Pihak pelatih menawarkan jasa pembuatan SIM A. "Rp. 450.000, bersih". Namun karena KTP saya belum "Seumur hidup", mereka tidak bisa membantu. "Pihak Poltas maunya yang seumur hidup, mas" Nekat, saya urus sendiri ke Poltas Salatiga. Ternyata pihak kursus tidak bohong.
Di kantor kelurahan. Padahal kata pengumuman di kelurahan, kalau sudah elektronik abaikan saja masa berlakunya, itu sudah dianggap seumur hidup. Merepotkan.
Singkat cerita, setelah berkalikong-tanpa-suap dengan petugas kecamatan yang kekeuh bahannya habis, tidak sampai satu jam, saya dapat KTP baru. Segera mendaftar ke loket Poltas, tes teori, lalu praktik. Anehnya, saya diajak ke satu ruangan, hanya saya dan anggota polisi itu. Isi bualannya berujung pada "Kamu tahunya harganya berapa, mas?" Setelah hitung-hitungan cara bodo, "Empat ratus pak". Sepakat. What...? Setidaknya lebih murah lima puluh ribu dari pihak kursus.
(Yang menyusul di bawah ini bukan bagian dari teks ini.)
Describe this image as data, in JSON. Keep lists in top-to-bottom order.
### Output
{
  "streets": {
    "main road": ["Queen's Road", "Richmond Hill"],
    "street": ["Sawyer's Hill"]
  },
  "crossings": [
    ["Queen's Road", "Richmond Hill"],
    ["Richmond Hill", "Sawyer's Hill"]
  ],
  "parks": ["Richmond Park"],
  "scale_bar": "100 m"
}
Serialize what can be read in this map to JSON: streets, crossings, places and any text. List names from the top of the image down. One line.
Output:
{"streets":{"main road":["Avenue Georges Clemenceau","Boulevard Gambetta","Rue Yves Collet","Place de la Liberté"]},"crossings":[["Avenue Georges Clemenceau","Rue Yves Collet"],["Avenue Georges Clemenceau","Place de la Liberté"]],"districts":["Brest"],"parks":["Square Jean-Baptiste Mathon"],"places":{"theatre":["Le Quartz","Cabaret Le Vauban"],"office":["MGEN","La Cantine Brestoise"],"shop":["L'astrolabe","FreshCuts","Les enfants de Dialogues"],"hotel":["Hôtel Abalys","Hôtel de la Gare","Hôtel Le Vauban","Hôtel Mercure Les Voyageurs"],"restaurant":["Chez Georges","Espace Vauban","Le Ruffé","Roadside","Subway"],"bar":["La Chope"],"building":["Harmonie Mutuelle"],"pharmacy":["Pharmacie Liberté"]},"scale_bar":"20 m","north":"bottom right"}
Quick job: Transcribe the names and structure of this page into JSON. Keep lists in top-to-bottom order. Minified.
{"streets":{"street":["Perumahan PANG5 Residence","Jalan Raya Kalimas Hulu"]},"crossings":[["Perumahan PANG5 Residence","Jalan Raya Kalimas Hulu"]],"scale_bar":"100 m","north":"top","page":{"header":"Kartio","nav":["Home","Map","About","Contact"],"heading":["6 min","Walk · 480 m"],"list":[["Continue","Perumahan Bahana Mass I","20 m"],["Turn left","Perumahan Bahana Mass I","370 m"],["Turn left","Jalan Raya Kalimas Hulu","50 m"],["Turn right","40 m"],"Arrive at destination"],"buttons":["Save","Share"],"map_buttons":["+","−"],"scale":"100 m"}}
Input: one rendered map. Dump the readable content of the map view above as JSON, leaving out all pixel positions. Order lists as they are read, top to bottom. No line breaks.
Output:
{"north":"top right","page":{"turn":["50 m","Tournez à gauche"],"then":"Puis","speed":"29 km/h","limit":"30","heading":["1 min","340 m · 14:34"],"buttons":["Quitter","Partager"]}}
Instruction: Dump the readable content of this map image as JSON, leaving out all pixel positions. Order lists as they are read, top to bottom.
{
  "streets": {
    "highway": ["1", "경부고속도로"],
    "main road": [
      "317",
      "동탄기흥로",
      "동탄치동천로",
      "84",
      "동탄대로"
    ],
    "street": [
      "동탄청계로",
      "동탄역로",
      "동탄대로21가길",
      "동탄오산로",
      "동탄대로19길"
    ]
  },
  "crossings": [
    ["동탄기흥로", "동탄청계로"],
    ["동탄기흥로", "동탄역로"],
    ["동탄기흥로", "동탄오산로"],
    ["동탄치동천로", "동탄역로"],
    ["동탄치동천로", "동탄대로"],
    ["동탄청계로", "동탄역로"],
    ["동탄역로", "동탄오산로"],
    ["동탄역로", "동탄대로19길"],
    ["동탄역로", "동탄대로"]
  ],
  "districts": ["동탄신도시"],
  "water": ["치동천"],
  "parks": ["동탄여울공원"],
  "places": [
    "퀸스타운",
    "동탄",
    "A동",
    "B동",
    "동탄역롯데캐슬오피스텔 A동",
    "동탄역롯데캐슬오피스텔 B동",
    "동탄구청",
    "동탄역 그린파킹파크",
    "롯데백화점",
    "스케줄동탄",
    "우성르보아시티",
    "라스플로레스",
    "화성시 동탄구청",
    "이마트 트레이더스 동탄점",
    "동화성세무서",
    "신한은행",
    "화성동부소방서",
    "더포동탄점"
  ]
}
Saya tidak mengerti kenapa masih ada jalur begituan di era demokrasi ini. "Bayar saja mas, cepet. Dari pada tes berkali-kali, dipersulit nanti", dikisahkan seorang warga yang bareng saya.Â
"Di Salatiga ini paling murah lho mas, di daerah Semarang bisa tujuh ratusan", curhat seorang bapak. O, berarti sudah dari sononya. Saya tak ingin menyusahkan hidup yang sudah susah. Daripada nanti ketilang lagi gegara tidak punya SIM, ya kan?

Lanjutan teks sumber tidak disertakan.